Exercise brief
Report every line below that holds the word "lineWidth".
━━━ Entries provided
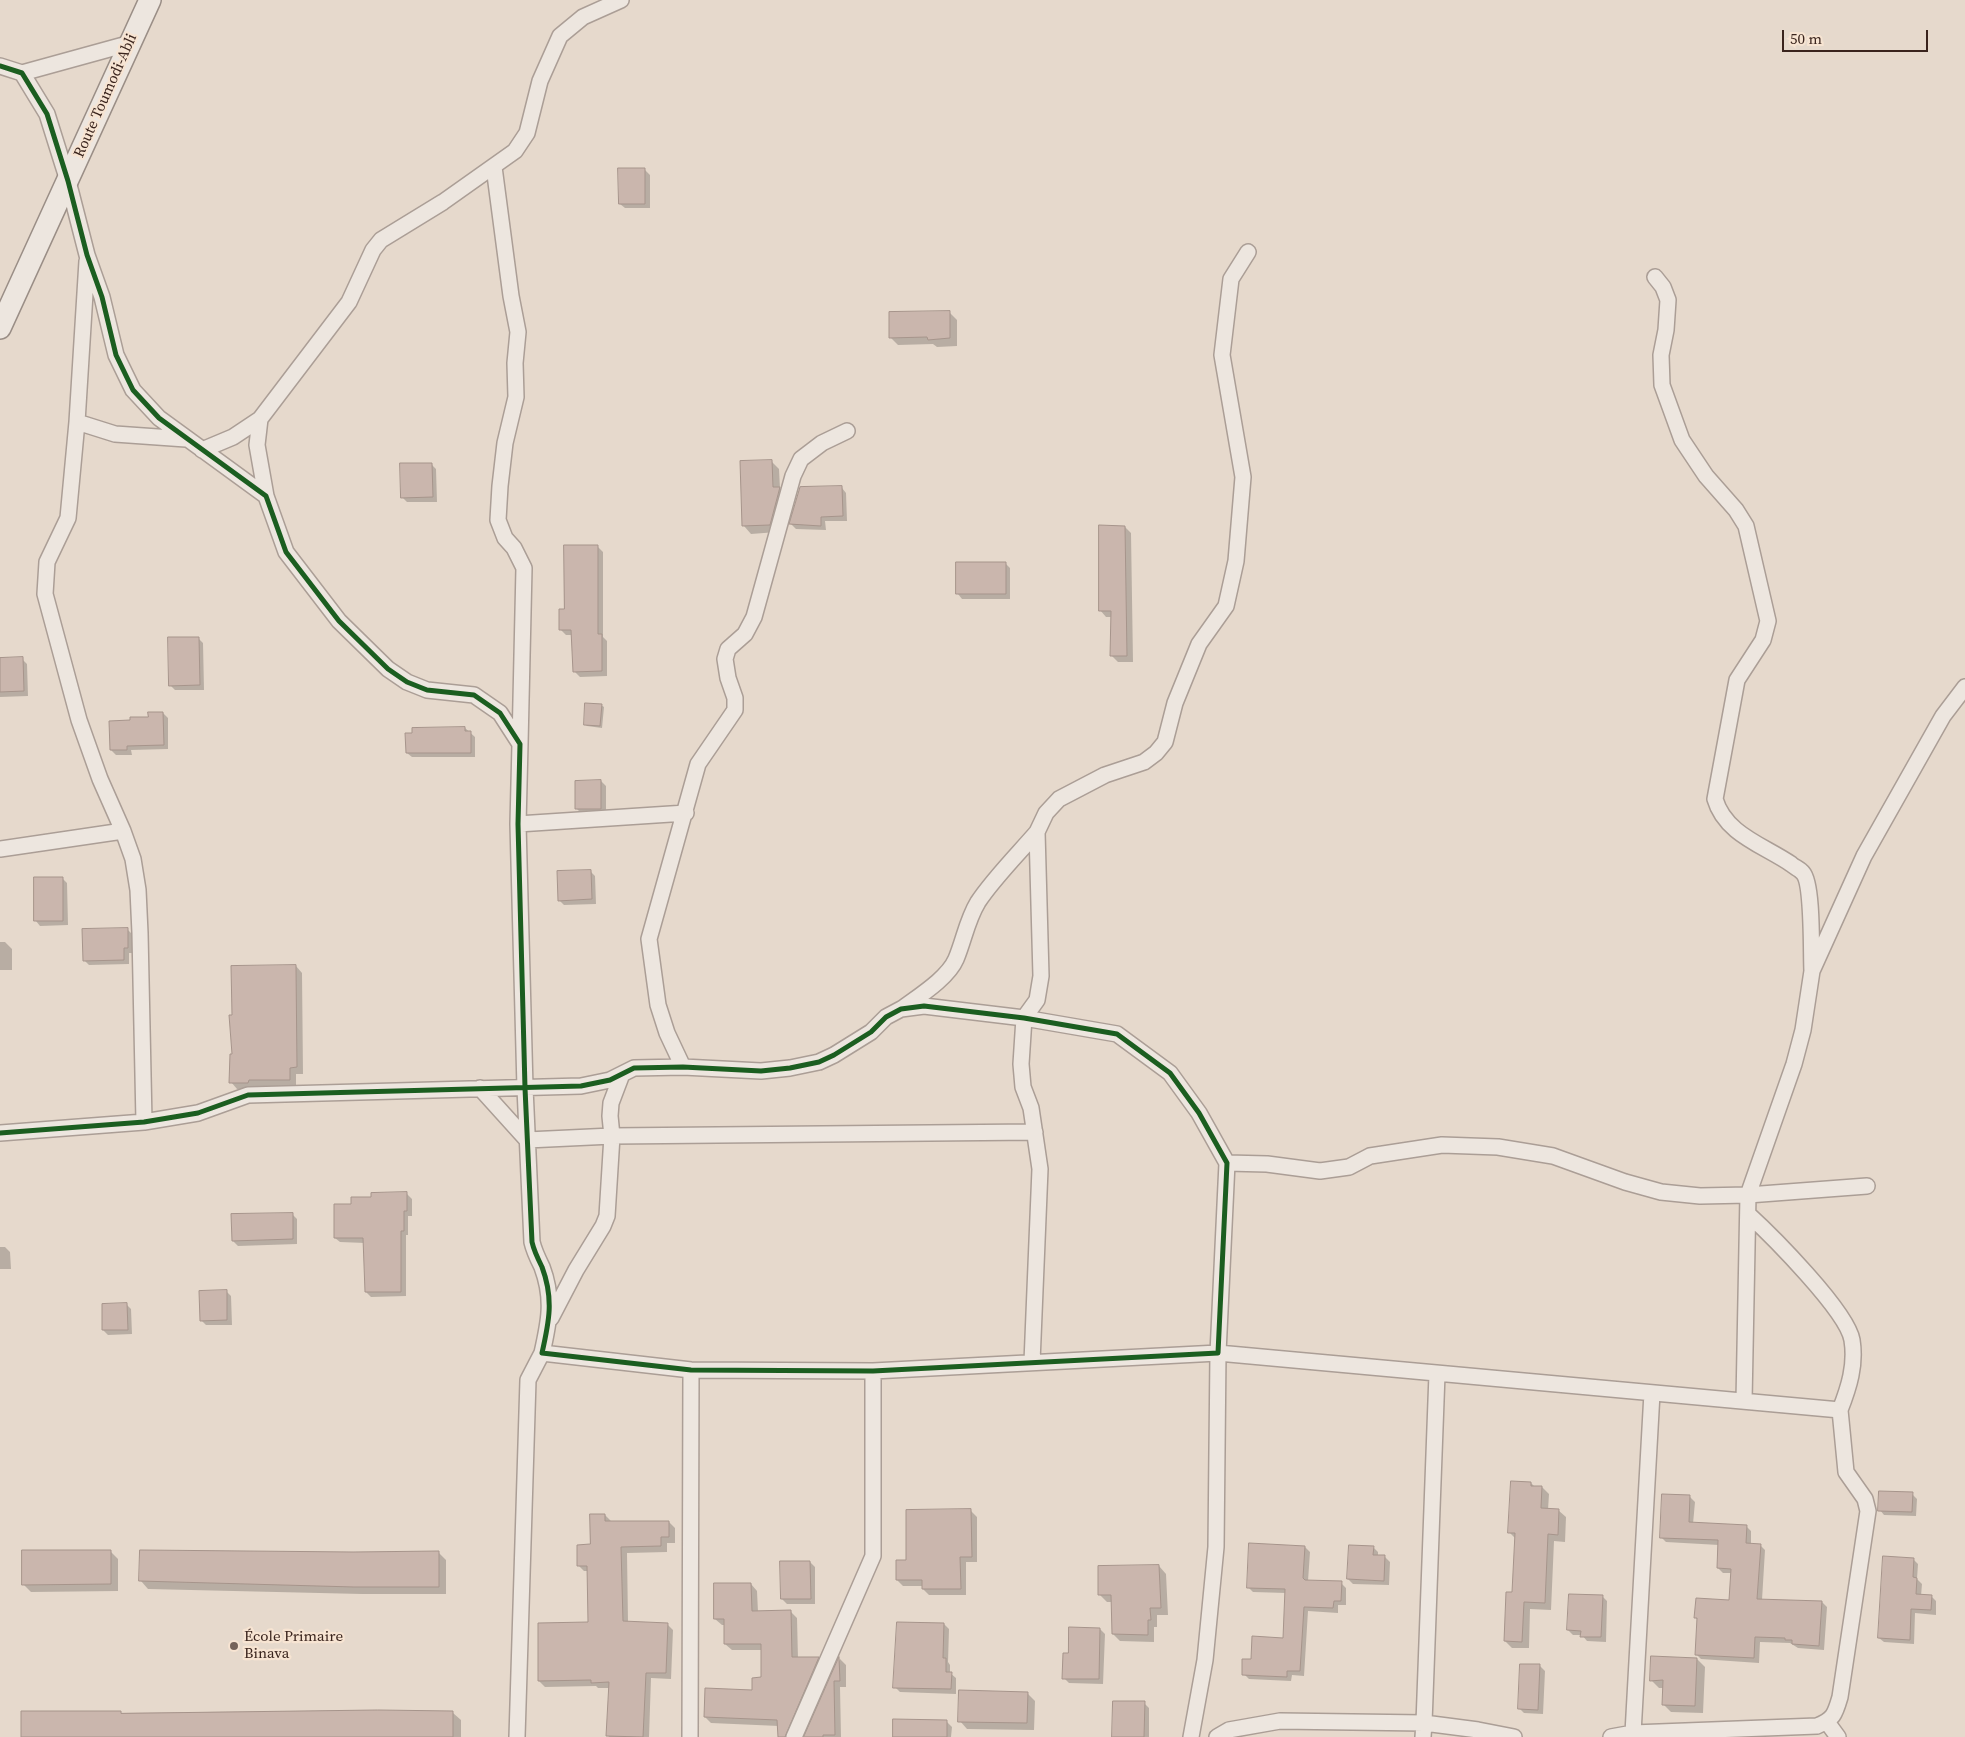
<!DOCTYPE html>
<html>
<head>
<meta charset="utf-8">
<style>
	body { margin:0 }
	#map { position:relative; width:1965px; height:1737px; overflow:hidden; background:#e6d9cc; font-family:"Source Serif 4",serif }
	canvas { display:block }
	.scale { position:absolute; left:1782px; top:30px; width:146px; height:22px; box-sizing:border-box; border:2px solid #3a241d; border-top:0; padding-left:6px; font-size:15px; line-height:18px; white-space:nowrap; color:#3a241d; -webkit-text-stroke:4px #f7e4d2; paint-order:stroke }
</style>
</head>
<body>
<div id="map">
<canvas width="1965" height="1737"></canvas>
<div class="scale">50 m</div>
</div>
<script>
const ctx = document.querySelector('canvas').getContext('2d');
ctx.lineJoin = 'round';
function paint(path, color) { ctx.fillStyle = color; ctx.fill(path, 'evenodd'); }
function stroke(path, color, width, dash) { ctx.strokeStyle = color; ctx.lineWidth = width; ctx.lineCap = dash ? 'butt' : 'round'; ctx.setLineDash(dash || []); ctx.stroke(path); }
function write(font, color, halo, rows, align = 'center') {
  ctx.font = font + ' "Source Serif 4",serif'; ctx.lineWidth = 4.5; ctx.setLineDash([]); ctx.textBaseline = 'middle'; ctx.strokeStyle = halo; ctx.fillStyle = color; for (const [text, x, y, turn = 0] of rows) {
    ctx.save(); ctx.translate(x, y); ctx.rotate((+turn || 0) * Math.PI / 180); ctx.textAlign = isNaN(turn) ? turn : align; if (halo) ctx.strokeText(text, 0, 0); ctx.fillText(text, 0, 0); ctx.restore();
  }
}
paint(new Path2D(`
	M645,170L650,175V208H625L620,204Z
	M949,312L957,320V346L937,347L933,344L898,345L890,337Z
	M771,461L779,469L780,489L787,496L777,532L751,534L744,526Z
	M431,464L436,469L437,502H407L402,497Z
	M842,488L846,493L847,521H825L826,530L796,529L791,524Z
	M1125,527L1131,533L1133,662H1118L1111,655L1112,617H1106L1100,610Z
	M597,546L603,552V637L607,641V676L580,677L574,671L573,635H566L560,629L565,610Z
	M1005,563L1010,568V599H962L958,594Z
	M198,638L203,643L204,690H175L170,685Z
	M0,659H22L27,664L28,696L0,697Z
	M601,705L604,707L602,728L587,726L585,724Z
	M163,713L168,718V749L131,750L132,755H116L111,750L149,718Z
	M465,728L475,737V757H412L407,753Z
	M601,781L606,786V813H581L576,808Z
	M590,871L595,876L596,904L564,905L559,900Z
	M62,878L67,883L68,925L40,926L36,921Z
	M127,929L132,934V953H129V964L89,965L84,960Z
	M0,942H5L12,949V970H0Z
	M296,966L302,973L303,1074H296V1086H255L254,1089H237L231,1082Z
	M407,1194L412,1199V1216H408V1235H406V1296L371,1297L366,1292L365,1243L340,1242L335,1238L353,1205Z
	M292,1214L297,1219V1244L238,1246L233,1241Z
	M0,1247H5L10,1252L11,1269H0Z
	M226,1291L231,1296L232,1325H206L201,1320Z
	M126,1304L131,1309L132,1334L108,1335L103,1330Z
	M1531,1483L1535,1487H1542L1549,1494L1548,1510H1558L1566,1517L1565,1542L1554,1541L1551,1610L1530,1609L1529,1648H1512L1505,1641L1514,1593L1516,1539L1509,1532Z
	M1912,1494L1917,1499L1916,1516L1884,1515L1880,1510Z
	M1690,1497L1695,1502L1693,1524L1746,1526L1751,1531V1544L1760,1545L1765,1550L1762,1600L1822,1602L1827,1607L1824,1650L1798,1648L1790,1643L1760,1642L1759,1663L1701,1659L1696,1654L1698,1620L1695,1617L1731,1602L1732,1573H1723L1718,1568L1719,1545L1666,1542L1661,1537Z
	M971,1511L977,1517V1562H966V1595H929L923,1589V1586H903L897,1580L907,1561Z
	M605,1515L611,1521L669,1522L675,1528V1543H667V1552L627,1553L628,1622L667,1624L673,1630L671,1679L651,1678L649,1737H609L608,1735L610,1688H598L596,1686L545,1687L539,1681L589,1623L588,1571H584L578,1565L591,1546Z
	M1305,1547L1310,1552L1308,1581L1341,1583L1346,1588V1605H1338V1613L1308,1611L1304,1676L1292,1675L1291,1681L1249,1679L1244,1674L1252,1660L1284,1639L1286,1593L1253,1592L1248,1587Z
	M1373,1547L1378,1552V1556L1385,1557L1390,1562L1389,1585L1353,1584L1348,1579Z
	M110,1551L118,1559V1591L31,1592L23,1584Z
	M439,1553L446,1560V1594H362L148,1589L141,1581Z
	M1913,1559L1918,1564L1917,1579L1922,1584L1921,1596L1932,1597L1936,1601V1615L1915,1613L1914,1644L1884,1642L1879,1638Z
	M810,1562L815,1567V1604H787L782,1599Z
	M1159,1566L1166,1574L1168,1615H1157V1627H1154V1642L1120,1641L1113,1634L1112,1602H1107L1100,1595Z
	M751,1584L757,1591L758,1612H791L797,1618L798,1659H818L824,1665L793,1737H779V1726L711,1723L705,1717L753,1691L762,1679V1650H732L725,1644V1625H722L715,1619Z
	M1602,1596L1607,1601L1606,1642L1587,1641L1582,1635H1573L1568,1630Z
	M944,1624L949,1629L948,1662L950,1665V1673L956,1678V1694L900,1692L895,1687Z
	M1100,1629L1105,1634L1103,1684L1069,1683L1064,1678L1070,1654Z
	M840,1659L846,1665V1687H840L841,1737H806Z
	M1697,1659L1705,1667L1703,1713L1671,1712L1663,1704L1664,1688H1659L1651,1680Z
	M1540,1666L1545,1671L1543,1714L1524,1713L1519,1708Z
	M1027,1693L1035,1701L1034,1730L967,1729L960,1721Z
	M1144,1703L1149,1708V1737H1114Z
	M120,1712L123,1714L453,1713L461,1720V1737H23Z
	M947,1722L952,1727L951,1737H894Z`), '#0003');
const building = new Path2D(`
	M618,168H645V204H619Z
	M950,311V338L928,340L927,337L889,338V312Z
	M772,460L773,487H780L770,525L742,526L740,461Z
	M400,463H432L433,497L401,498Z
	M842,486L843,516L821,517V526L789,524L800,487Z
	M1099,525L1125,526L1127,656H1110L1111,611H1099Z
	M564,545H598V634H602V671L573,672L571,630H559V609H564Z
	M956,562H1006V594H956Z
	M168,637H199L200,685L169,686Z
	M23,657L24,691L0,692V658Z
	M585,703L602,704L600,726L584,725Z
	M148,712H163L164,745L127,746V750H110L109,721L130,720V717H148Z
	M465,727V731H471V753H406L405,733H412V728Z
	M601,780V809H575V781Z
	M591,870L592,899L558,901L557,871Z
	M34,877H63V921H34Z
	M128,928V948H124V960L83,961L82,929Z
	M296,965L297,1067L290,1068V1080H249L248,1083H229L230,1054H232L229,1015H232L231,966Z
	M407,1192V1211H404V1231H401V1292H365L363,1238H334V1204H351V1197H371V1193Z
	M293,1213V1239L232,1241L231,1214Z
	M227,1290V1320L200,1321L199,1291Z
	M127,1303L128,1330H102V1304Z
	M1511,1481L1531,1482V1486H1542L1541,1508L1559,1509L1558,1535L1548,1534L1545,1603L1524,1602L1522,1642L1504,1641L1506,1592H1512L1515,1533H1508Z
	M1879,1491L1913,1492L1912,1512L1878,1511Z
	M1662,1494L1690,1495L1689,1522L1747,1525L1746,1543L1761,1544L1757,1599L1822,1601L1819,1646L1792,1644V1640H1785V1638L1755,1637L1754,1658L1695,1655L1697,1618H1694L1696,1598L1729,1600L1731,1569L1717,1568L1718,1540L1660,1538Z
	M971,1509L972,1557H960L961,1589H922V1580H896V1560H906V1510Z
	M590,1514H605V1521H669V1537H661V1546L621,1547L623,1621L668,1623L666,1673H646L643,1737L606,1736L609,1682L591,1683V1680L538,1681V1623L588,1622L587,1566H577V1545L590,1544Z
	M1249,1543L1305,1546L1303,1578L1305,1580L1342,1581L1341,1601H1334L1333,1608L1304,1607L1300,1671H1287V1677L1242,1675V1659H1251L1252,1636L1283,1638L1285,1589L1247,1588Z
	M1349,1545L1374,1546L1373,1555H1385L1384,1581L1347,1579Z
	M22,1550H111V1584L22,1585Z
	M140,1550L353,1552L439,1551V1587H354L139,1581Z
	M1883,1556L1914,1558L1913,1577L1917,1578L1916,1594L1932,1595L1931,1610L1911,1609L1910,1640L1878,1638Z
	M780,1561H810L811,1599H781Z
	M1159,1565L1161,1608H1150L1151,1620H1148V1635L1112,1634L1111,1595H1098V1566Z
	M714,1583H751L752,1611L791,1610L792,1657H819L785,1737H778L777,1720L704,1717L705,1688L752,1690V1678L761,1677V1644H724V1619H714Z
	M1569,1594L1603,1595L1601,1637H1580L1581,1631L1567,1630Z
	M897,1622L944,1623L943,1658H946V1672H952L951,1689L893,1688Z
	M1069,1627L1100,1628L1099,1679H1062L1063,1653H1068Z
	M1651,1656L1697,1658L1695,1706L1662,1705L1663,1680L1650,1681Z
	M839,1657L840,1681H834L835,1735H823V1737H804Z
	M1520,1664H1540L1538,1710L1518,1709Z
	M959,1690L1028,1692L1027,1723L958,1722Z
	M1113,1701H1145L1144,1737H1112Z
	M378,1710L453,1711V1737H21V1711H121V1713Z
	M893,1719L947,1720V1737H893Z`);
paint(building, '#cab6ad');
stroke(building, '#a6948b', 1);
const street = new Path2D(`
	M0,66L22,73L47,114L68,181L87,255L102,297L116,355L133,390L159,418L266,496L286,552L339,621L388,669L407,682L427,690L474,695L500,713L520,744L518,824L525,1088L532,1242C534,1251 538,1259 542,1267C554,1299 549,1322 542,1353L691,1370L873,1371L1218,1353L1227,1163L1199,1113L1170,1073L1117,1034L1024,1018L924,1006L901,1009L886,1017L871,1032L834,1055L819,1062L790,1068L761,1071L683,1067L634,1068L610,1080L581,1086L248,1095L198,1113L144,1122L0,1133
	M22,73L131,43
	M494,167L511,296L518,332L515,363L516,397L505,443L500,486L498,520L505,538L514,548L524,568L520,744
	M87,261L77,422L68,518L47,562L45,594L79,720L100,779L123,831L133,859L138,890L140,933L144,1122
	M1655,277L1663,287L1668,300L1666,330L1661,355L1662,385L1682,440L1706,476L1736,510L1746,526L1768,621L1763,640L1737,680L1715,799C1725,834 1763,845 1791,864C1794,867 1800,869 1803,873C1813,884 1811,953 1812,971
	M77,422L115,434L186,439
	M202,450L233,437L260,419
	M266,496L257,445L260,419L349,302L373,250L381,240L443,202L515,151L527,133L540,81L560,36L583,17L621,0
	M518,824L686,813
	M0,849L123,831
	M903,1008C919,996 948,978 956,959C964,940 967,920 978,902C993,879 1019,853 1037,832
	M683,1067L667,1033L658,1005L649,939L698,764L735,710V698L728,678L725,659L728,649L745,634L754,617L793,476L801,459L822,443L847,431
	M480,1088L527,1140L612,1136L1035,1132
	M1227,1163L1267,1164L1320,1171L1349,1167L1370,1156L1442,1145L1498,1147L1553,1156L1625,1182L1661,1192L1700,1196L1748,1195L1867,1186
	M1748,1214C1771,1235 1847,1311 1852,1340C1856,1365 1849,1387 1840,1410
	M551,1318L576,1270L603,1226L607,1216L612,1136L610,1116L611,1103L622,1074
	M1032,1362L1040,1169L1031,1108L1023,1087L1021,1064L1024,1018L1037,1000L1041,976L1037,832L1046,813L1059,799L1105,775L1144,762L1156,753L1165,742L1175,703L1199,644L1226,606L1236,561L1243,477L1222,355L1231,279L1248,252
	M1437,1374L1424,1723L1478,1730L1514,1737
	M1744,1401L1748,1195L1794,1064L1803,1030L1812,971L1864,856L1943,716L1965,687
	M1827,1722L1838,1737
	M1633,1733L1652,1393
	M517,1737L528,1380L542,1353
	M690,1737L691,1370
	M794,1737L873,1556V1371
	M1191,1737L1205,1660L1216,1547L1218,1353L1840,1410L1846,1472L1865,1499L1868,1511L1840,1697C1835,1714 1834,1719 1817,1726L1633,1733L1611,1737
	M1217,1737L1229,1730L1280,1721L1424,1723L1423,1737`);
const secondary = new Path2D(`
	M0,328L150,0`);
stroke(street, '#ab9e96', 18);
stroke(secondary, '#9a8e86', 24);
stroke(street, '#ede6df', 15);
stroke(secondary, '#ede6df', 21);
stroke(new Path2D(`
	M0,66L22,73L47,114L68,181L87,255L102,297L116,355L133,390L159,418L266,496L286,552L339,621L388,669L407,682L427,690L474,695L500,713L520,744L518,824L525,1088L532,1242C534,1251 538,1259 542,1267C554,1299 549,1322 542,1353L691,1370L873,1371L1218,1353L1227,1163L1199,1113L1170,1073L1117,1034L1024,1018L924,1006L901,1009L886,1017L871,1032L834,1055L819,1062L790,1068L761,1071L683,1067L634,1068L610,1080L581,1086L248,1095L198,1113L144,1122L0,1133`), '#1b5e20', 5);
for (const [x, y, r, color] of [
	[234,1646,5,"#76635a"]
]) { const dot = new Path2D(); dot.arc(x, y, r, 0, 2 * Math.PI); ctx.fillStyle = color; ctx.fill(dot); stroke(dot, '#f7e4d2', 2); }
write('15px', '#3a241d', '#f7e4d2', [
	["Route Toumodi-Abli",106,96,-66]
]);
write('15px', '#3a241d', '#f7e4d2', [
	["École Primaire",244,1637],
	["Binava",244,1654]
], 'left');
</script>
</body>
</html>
━━━━━━
Written reply
function stroke(path, color, width, dash) { ctx.strokeStyle = color; ctx.lineWidth = width; ctx.lineCap = dash ? 'butt' : 'round'; ctx.setLineDash(dash || []); ctx.stroke(path); }
  ctx.font = font + ' "Source Serif 4",serif'; ctx.lineWidth = 4.5; ctx.setLineDash([]); ctx.textBaseline = 'middle'; ctx.strokeStyle = halo; ctx.fillStyle = color; for (const [text, x, y, turn = 0] of rows) {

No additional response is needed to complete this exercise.